Just in case you were interested.
As you can see, Blair Castle is quite large and incorporates several styles of architecture. In the 1530s, a long hall was built over a series of vaulted rooms to the south of the original tower. In 1740, a great undertaking was begun to turn the medieval castle into a Georgian mansion. Around 1870 a new entrance hall and ballroom were added, as were bathrooms, gas lines and telephones.Blair Castle today boasts some 85 rooms, of which 30 are open to the public.
A few interesting facts whilst you peruse the beautiful gardens of Blair Castle:
The Duke of Atholl is the only duke in Scotland allowed to have his own army- though it is today purely ceremonial. Queen Victoria stayed at the castle in 1844. As a mark of loyalty, she granted the Duke the Queen's Colours, and founded the Atholl Highlanders as a private army.

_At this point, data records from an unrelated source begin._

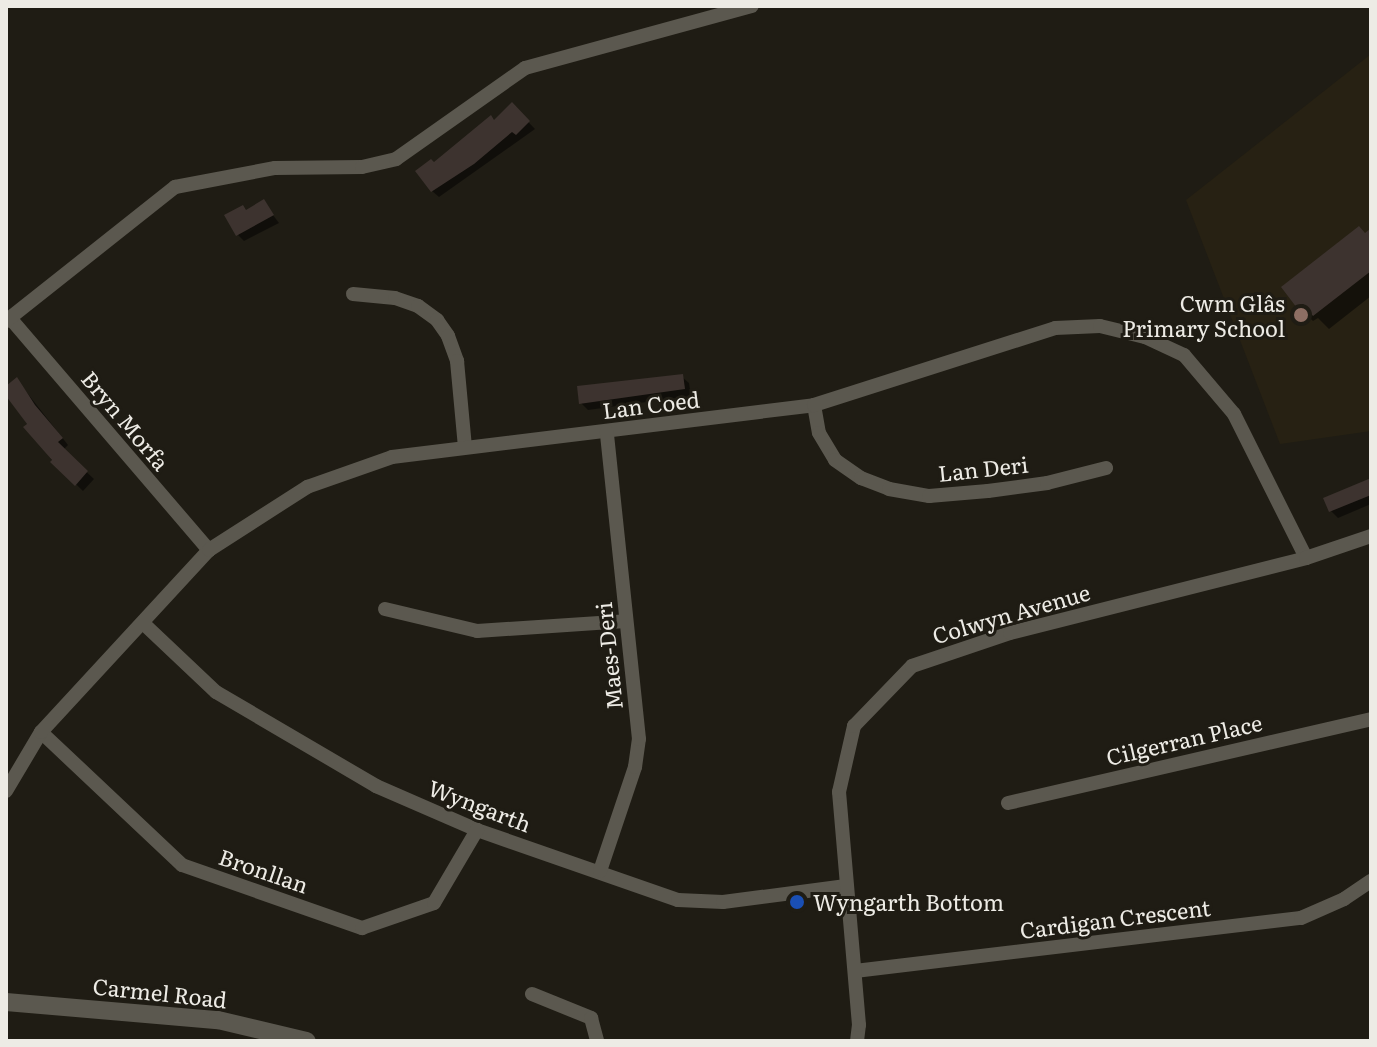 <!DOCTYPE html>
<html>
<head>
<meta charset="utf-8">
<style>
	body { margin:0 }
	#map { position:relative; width:1377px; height:1047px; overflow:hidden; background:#1f1c14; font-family:Literata,serif }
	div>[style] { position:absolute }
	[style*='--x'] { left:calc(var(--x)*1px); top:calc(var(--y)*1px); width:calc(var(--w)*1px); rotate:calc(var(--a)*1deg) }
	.built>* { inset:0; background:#272113 }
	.shadow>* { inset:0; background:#0007 }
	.building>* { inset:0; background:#3d332f }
	.street>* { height:14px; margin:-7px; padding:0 7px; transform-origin:7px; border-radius:7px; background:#5b584f }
	.secondary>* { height:18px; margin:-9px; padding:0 9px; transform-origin:9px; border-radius:9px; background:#5b584f }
	.dots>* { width:22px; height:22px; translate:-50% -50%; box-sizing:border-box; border:4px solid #1f1c14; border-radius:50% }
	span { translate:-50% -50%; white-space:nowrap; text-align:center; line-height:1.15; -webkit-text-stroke:6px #1f1c14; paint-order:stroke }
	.poi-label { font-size:22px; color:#edebe5 }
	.right { translate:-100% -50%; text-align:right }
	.left { translate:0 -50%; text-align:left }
	.street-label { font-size:22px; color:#edebe5 }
	.frame { position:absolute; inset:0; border:8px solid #edebe5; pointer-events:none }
</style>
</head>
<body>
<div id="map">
	<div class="built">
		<div style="clip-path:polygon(1371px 54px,1371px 431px,1280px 444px,1186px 200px)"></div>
	</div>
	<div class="shadow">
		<div style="clip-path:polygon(512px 105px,535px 129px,439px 197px,432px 191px,434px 164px,495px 122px)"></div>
		<div style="clip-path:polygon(263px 202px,279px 223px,244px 241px,238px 235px,247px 212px)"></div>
		<div style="clip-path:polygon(1371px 231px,1371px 296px,1329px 329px,1318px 318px,1313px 321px,1299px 307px)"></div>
		<div style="clip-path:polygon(682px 377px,689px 383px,691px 396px,588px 410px,581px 403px)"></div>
		<div style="clip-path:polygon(17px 380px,68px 445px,63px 450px,94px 479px,83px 491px,53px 462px,6px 393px,6px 388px)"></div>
		<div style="clip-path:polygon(1371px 480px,1371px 504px,1338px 518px,1331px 511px)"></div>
	</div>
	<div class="building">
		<div style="clip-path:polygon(512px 102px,530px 121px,516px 135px,512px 132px,474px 164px,431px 192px,415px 171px,431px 159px,434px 162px,491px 115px,494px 120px)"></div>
		<div style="clip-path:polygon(264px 199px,274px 215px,236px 236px,224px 215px,243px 205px,246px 210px)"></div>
		<div style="clip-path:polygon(1359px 226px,1365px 233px,1371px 228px,1371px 271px,1313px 316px,1303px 304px,1297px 308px,1281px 287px)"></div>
		<div style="clip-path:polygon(683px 374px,685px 389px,579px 404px,577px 386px)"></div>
		<div style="clip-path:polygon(17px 377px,35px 405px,63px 438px,58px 442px,88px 471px,75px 486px,50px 462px,52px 460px,23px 427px,27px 424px,6px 396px,6px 386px)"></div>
		<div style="clip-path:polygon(1371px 478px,1371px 495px,1329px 512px,1323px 498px)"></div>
	</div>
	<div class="street">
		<div style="--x:353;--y:294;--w:42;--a:5.4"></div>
		<div style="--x:395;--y:298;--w:24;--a:19"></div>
		<div style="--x:418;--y:306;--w:24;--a:36"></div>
		<div style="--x:437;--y:320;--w:19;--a:55"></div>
		<div style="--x:448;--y:336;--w:27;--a:70"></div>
		<div style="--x:457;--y:361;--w:86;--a:84.7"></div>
		<div style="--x:10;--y:318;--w:306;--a:49.4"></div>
		<div style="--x:6;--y:321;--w:216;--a:-38.4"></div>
		<div style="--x:175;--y:187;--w:102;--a:-10.8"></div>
		<div style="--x:275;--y:168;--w:87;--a:-0.7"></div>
		<div style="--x:362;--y:167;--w:35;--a:-13"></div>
		<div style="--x:396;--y:159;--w:158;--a:-35.2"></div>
		<div style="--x:525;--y:68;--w:235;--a:-15.3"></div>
		<div style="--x:814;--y:405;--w:28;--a:80"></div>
		<div style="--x:819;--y:433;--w:31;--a:59"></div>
		<div style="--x:835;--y:460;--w:32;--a:35"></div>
		<div style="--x:861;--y:478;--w:30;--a:21"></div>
		<div style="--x:889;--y:489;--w:41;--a:9.9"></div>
		<div style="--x:929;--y:496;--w:59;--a:-4.8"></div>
		<div style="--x:988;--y:491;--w:60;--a:-7.7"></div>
		<div style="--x:1047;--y:483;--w:61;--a:-14.3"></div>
		<div style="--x:385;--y:609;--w:95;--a:13.4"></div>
		<div style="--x:477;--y:631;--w:149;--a:-3.8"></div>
		<div style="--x:144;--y:624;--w:99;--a:43.4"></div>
		<div style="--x:216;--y:692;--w:186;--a:30.4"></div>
		<div style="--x:376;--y:786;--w:110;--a:23.5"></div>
		<div style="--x:477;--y:830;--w:213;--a:19.2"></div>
		<div style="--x:678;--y:900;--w:45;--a:2.5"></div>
		<div style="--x:723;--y:902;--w:124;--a:-7.4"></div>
		<div style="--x:41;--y:732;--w:194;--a:43.3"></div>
		<div style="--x:182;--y:865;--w:191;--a:19.3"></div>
		<div style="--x:362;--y:928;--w:76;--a:-19.1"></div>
		<div style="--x:434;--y:903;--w:85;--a:-59.5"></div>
		<div style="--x:6;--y:791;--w:69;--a:-59.3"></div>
		<div style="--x:41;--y:732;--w:248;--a:-47.3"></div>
		<div style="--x:209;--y:550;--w:117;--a:-32.7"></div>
		<div style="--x:307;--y:487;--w:90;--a:-19.4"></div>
		<div style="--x:392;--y:457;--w:425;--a:-7"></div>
		<div style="--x:814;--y:405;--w:253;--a:-17.7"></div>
		<div style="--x:1055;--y:328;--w:45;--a:-2.5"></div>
		<div style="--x:1100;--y:326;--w:46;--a:13.7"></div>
		<div style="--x:1145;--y:337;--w:43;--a:24.8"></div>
		<div style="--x:1184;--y:355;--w:77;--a:49.7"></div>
		<div style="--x:1234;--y:414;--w:161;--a:63.4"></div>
		<div style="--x:1008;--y:803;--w:373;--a:-13"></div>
		<div style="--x:600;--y:871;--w:110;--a:-71.4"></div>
		<div style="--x:635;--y:767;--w:28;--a:-82"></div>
		<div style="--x:639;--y:739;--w:309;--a:-96"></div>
		<div style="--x:855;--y:971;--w:449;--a:-6.8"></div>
		<div style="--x:1301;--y:918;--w:47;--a:-23.8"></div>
		<div style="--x:1344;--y:899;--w:32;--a:-34"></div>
		<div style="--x:532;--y:994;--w:64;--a:22.1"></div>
		<div style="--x:591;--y:1018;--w:24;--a:75"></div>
		<div style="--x:857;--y:1041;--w:16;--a:-83"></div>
		<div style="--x:859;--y:1025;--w:234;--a:-94.9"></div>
		<div style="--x:839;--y:792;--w:68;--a:-77.2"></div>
		<div style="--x:854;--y:726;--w:83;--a:-46"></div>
		<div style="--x:912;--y:666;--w:103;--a:-18.6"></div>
		<div style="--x:1010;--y:633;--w:305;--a:-14.2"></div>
		<div style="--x:1306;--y:558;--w:69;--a:-18.7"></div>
	</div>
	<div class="secondary">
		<div style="--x:6;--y:1002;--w:213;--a:4.9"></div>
		<div style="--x:218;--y:1020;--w:91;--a:13.3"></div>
	</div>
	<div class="dots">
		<div style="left:1301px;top:315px;background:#8d6e63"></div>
		<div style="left:797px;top:902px;background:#1a4fb4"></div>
	</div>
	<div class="poi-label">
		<span class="right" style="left:1285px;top:315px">Cwm Glâs<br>Primary School</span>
		<span class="left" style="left:813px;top:902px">Wyngarth Bottom</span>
	</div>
	<div class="street-label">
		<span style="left:651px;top:404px;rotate:-7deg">Lan Coed</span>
		<span style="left:126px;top:420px;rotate:50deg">Bryn Morfa</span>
		<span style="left:983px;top:468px;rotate:-6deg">Lan Deri</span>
		<span style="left:1011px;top:613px;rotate:-16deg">Colwyn Avenue</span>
		<span style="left:608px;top:656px;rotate:-96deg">Maes-Deri</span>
		<span style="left:1184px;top:739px;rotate:-13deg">Cilgerran Place</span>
		<span style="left:480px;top:805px;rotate:21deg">Wyngarth</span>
		<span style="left:264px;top:870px;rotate:19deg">Bronllan</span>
		<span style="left:1115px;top:918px;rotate:-7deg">Cardigan Crescent</span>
		<span style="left:160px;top:992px;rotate:6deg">Carmel Road</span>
	</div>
	<div class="frame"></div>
</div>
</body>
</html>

The Duke's family was divided in the Jacobite Uprisings of both 1715 and 1745. In 1745, his oldest son fought on the Jacobite side and sought refuge in France after the Battle of Culloden. The younger son fought for the Crown, and thence became Duke. Years later, the older son's son and the younger son's daughter married, thus keeping the 'rightful heir' (though he was charged with treason) in direct line for the inheritance.